SEMARANG || Bedanews.com – Wakil Ketua KPK, Fitroh Rohcahyanto, menekankan bahwa, akar persoalan korupsi tidak hanya terletak pada kelemahan sistem, tetapi juga pada integritas individu pejabat publik.
“Sepanjang niat kita untuk kebaikan dan tidak adanya konflik kepentingan serta kepentingan pribadi, niscaya kita akan terhindar dari niat jahat (korupsi),” tegas Fitroh melalui keterangannya dihadapan para Kepala Daerah se-Provinsi Jateng dalam forum Dialog Antikorupsi di Kantor Gubernur, Senin (30/3).
Menurutnya, langkah ini dilakukan sebagai respons atas meningkatnya dinamika penindakan kasus korupsi di wilayah tersebut dalam beberapa waktu terakhir. KPK menilai, perlu adanya pendekatan baru yang lebih tajam dalam mencegah praktik korupsi di tingkat daerah.
Dalam forum tersebut, KPK menegaskan perubahan strategi pengawasan, dari yang sebelumnya berfokus pada aspek administratif, kini beralih pada pendalaman substansi di sektor-sektor yang dinilai rawan korupsi.
Ia juga memperkenalkan sejumlah konsep nilai antikorupsi sebagai pedoman bagi pejabat daerah, seperti “GATOTKACA MESRA” (Gerak Cepat, Aktif, Totalitas, Adaptif, Cerdas, Amanah, Melayani, Empati, Sepenuh Hati, Ramah, dan Antusias) serta “IDOLA” (Integritas, Dedikasi, Objektif, Loyal dan Adil).
Sebaliknya, para pejabat diingatkan untuk menjauhi perilaku negatif yang dirangkum dalam konsep “AIDS” (Angkuh, Iri, Dendam, Serakah), serta menerapkan prinsip “JNS” (Jalani, Nikmati, Syukuri) dalam menjalankan amanah jabatan.
“Kami mengajak seluruh pejabat dan aparatur untuk menjalankan jabatan ini dengan penuh tanggung jawab dan integritas,” tambahnya.
Sementara itu, Deputi Bidang Koordinasi dan Supervisi KPK, Ely Kusumastuti, mengungkapkan bahwa, pengawasan kini difokuskan pada tiga sektor krusial, yaitu perencanaan anggaran, pengadaan barang dan jasa (PBJ), serta praktik jual beli jabatan.

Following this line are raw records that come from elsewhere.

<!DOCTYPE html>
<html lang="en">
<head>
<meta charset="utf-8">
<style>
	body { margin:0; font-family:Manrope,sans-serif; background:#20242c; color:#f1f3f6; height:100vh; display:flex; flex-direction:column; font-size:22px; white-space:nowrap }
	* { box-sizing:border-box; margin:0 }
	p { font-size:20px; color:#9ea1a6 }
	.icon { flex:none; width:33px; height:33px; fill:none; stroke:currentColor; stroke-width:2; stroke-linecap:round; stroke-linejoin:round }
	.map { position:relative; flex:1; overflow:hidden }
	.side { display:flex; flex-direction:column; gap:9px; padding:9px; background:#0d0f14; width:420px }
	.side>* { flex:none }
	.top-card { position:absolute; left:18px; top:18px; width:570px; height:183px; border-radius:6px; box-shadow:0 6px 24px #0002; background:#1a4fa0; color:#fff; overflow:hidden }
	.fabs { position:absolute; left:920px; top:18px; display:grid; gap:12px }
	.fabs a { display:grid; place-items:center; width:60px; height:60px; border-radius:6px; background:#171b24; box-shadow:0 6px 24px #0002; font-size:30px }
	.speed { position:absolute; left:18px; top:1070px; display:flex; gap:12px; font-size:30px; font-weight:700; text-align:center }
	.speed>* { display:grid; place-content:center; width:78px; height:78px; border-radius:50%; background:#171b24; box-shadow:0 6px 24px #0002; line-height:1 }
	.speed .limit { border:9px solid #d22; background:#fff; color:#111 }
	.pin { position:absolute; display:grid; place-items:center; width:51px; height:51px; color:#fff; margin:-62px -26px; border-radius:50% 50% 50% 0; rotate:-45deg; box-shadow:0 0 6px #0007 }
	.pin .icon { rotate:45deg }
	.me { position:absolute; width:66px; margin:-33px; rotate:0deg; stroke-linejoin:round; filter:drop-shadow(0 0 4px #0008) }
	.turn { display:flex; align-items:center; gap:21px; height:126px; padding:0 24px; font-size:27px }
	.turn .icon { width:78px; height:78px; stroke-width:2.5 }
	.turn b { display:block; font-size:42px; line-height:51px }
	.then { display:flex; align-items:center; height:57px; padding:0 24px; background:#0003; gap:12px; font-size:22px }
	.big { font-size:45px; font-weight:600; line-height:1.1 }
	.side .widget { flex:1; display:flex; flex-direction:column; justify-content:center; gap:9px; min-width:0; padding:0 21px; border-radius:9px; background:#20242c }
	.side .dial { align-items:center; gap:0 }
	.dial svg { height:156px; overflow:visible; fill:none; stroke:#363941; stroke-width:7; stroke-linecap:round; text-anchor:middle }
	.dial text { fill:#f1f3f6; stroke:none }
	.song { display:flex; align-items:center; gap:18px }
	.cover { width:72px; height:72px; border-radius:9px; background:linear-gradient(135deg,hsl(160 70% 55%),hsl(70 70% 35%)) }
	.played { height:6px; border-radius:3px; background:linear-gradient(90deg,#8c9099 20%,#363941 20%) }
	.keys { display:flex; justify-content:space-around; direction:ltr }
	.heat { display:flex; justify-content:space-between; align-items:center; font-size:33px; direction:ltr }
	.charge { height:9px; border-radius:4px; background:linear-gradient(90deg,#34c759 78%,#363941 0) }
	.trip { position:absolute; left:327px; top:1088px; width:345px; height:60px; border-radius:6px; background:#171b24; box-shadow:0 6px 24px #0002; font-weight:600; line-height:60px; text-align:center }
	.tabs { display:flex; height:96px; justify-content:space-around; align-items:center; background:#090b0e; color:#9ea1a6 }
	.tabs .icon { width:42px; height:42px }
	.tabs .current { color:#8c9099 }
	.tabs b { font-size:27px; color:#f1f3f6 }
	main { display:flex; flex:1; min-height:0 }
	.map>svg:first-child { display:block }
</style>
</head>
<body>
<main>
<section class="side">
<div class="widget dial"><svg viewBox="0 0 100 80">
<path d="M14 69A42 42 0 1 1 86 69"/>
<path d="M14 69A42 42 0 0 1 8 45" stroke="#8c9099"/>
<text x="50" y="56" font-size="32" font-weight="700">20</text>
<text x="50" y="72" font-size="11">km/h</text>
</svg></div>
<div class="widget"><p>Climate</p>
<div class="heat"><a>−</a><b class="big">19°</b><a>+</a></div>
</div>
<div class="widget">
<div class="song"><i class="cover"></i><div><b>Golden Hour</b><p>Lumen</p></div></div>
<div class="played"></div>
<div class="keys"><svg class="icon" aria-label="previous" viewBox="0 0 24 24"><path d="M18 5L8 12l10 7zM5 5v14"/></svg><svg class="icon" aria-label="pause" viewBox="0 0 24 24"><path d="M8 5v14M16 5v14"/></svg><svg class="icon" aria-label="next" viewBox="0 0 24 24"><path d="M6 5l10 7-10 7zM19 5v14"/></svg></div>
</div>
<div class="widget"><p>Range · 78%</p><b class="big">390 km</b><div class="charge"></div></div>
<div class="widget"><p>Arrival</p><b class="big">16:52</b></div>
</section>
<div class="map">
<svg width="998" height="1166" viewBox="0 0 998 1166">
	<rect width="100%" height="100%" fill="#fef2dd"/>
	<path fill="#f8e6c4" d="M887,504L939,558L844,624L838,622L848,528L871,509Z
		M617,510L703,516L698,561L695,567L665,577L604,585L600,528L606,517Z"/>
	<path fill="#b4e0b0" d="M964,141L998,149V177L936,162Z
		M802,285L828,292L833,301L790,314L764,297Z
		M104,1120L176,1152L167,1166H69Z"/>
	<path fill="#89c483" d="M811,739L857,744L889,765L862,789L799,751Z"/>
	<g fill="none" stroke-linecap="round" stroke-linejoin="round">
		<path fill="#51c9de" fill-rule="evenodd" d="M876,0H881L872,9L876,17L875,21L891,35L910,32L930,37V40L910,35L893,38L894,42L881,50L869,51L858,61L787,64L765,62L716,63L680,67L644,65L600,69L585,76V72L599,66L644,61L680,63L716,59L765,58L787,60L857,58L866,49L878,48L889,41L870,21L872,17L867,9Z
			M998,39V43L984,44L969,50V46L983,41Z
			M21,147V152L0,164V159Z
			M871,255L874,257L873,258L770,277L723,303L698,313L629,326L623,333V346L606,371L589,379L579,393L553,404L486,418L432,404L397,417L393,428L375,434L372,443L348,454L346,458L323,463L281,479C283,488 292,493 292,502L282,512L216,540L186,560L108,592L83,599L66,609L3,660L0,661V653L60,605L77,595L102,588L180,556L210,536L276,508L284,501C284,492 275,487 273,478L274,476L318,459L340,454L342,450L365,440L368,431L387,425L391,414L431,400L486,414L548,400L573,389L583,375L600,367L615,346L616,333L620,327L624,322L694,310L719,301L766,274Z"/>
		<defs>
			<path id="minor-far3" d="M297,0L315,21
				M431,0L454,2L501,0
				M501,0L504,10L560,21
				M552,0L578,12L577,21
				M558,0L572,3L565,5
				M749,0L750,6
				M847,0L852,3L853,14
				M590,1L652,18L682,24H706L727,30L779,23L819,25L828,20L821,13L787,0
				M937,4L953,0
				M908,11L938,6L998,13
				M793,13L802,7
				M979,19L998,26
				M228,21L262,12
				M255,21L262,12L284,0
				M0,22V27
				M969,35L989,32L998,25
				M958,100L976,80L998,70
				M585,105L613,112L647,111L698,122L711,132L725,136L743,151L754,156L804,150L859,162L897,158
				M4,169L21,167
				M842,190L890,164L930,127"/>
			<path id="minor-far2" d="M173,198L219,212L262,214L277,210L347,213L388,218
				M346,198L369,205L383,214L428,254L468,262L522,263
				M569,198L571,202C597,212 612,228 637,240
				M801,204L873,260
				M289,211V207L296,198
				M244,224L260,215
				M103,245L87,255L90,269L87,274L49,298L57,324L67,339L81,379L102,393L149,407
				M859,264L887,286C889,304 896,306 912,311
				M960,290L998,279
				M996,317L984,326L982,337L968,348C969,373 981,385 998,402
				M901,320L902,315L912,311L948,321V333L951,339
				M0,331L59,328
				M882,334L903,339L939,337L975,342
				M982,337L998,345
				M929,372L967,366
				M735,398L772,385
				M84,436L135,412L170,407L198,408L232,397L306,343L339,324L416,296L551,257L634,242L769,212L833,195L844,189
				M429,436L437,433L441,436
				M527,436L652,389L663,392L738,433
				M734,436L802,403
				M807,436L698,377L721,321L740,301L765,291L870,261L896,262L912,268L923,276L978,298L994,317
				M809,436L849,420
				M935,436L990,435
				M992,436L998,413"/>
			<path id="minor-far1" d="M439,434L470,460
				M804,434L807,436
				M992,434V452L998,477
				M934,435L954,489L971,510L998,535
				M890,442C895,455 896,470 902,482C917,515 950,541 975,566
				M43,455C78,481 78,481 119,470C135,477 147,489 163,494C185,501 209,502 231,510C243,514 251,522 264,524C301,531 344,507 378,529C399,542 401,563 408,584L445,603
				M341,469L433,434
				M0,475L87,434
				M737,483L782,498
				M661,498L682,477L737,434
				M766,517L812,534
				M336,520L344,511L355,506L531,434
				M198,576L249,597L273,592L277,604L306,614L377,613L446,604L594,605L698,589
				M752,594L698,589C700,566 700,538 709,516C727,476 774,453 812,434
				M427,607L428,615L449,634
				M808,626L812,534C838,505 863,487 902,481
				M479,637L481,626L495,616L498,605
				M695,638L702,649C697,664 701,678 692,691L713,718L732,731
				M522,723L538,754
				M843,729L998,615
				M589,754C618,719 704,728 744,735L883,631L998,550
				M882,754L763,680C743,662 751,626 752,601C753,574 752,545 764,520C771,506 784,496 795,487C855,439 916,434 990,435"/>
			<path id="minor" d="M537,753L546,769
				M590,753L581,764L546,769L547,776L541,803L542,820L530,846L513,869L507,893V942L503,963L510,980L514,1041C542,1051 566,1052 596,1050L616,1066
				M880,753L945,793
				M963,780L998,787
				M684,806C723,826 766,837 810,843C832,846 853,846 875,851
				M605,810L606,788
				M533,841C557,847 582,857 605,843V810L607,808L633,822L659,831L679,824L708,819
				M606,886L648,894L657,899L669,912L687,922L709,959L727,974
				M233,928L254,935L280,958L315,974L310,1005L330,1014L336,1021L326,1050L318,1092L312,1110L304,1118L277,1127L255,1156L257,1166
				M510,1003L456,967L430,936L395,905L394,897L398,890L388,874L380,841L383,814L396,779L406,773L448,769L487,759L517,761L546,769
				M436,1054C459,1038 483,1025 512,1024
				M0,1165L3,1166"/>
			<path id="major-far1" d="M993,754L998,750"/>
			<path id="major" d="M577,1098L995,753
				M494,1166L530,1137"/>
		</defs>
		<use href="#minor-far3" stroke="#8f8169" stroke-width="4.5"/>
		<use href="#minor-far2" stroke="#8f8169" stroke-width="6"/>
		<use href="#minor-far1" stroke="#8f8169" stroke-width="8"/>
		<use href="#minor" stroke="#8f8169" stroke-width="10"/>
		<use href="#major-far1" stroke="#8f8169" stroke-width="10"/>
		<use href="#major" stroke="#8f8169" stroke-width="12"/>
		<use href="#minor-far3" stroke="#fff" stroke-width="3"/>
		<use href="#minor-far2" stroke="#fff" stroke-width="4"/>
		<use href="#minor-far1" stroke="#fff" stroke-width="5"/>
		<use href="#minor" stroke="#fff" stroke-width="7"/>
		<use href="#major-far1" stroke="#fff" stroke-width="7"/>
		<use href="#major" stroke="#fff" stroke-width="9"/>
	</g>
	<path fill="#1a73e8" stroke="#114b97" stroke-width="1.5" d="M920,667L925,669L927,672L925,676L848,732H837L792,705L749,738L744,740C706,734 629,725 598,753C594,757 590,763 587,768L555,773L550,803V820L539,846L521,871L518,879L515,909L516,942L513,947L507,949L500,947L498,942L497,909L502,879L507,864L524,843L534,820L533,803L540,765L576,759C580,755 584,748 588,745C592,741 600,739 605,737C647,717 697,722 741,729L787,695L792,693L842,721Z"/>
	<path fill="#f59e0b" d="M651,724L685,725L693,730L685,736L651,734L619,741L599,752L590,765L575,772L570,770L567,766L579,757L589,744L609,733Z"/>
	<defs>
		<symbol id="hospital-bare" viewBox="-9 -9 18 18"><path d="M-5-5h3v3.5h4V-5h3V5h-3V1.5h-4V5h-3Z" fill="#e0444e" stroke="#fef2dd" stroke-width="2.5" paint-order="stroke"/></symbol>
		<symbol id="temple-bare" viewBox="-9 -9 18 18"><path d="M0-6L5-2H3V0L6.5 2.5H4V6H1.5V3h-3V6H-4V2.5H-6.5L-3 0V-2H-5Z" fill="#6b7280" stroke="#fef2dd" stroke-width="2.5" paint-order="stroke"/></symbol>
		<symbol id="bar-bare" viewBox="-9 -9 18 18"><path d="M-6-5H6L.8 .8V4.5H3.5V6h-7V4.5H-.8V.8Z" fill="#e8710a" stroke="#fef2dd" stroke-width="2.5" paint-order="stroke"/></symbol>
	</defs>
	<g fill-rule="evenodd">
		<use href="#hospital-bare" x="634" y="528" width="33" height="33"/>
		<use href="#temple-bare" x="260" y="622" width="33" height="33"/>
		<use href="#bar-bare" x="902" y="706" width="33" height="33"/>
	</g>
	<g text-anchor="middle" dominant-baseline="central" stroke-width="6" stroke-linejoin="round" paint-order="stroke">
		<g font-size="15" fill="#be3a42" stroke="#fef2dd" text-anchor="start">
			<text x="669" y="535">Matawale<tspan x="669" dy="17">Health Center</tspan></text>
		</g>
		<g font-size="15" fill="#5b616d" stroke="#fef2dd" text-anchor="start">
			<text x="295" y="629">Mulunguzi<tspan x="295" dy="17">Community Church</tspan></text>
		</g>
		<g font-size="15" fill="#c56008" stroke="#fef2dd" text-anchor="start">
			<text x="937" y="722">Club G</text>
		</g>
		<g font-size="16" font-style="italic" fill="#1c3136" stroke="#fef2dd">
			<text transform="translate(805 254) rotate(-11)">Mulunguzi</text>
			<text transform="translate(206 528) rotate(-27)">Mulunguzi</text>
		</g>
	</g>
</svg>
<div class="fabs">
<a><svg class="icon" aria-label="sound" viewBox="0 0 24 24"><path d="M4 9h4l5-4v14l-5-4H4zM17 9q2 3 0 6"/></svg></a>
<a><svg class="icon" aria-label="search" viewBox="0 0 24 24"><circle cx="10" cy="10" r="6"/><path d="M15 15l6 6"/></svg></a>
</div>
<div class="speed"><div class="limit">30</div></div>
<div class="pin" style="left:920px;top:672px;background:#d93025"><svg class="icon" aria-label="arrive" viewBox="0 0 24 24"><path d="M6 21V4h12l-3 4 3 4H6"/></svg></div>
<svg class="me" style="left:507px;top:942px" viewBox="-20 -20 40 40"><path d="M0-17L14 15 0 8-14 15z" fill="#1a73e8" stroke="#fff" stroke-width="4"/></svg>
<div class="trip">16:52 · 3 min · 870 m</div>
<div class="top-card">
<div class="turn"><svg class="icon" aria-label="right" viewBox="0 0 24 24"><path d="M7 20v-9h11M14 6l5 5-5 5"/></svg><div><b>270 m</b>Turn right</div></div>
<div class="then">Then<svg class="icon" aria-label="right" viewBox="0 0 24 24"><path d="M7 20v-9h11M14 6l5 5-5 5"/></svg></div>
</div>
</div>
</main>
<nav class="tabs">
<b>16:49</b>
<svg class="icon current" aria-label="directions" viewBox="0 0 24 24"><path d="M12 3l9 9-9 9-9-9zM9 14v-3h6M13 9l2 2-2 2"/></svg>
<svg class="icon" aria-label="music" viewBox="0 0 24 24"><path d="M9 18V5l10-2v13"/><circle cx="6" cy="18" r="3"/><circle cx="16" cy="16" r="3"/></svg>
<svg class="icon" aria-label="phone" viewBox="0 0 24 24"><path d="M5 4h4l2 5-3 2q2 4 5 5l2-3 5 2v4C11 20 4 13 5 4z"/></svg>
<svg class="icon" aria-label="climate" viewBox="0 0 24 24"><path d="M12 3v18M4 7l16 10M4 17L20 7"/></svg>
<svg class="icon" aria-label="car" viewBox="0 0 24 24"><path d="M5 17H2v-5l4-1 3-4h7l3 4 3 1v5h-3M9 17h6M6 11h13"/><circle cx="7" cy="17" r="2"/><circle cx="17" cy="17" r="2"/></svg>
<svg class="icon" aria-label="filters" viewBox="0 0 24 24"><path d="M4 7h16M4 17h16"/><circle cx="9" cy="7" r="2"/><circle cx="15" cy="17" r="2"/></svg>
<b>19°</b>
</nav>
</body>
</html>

“Jika sebelumnya berfokus pada monitoring administratif, kini kami melakukan pendalaman substansi untuk memastikan tidak ada celah penyimpangan,” ujarnya.
Menurut Ely, langkah ini merupakan bagian dari strategi pencegahan korupsi yang lebih efektif dan terarah. KPK ingin memastikan bahwa setiap kebijakan daerah tidak hanya patuh secara prosedural, tetapi juga bebas dari konflik kepentingan.
KPK juga mengingatkan agar penggunaan anggaran negara benar-benar berorientasi pada kepentingan publik, bukan untuk kepentingan politik maupun pribadi.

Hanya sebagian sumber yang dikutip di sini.